EXERCISE GOAL: Starting at the line with "Dump the readable" in it, reproduce each line below through the last one, exactly, and include nothing else.

DATA PROVIDED:
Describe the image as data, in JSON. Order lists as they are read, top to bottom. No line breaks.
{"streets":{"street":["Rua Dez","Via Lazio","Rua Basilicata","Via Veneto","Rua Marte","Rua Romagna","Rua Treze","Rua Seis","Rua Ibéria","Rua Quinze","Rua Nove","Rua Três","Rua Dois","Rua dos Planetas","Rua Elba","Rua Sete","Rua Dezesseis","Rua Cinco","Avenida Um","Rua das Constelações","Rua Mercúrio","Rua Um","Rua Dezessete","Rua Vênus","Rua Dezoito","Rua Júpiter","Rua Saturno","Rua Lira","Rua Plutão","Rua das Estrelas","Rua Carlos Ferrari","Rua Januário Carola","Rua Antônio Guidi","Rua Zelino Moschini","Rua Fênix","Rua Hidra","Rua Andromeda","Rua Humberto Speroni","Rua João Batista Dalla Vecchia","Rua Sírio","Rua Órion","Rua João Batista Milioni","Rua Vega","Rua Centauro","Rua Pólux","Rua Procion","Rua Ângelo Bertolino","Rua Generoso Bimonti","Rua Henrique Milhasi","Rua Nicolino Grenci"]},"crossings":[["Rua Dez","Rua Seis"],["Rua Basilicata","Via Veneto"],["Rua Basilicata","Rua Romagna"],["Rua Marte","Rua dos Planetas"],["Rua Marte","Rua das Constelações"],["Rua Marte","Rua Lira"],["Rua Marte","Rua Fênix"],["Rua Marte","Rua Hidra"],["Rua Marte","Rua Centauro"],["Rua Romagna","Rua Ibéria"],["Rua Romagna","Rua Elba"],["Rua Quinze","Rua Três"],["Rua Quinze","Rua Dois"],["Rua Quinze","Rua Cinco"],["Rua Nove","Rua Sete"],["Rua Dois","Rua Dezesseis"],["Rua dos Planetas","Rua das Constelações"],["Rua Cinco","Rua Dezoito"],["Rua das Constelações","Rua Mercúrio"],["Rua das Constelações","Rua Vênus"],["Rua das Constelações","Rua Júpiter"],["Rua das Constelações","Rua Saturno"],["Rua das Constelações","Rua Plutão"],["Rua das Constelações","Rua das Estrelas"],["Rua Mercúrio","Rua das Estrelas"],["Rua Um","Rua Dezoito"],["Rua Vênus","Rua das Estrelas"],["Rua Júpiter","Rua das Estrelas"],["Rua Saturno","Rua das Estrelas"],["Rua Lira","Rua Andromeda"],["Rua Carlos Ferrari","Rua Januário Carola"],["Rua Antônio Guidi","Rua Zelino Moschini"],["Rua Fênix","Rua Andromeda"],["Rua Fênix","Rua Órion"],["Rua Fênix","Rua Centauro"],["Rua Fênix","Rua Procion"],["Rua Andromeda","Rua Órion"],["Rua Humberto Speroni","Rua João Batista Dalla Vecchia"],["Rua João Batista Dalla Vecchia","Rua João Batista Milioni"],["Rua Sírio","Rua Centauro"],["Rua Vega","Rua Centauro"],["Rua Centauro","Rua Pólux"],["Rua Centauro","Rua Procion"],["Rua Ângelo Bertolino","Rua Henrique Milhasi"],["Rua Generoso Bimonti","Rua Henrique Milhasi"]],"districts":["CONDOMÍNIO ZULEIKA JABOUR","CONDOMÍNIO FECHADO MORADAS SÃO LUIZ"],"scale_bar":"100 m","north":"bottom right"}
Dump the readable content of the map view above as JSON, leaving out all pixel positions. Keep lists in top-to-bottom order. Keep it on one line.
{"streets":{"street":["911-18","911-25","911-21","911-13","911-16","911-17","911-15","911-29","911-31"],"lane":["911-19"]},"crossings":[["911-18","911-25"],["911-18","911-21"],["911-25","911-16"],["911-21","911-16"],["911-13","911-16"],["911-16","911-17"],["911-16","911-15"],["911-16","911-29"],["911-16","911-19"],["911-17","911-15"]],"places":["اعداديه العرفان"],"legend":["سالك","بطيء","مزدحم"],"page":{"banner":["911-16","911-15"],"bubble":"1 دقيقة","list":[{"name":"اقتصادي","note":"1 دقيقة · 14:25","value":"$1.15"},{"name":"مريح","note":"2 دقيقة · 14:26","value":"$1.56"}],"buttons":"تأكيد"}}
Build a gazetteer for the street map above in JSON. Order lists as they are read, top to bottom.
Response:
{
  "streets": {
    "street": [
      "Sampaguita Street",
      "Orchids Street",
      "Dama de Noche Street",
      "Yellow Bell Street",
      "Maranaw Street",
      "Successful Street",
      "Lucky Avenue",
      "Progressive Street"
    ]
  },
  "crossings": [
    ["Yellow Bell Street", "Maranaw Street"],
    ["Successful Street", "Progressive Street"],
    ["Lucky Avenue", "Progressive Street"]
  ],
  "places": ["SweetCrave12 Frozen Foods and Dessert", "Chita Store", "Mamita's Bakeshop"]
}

TASK OUTPUT:
Dump the readable content of the map view above as JSON, leaving out all pixel positions. Keep lists in top-to-bottom order. Keep it on one line.
{"streets":{"street":["911-18","911-25","911-21","911-13","911-16","911-17","911-15","911-29","911-31"],"lane":["911-19"]},"crossings":[["911-18","911-25"],["911-18","911-21"],["911-25","911-16"],["911-21","911-16"],["911-13","911-16"],["911-16","911-17"],["911-16","911-15"],["911-16","911-29"],["911-16","911-19"],["911-17","911-15"]],"places":["اعداديه العرفان"],"legend":["سالك","بطيء","مزدحم"],"page":{"banner":["911-16","911-15"],"bubble":"1 دقيقة","list":[{"name":"اقتصادي","note":"1 دقيقة · 14:25","value":"$1.15"},{"name":"مريح","note":"2 دقيقة · 14:26","value":"$1.56"}],"buttons":"تأكيد"}}
Build a gazetteer for the street map above in JSON. Order lists as they are read, top to bottom.
Response:
{
  "streets": {
    "street": [
      "Sampaguita Street",
      "Orchids Street",
      "Dama de Noche Street",
      "Yellow Bell Street",
      "Maranaw Street",
      "Successful Street",
      "Lucky Avenue",
      "Progressive Street"
    ]
  },
  "crossings": [
    ["Yellow Bell Street", "Maranaw Street"],
    ["Successful Street", "Progressive Street"],
    ["Lucky Avenue", "Progressive Street"]
  ],
  "places": ["SweetCrave12 Frozen Foods and Dessert", "Chita Store", "Mamita's Bakeshop"]
}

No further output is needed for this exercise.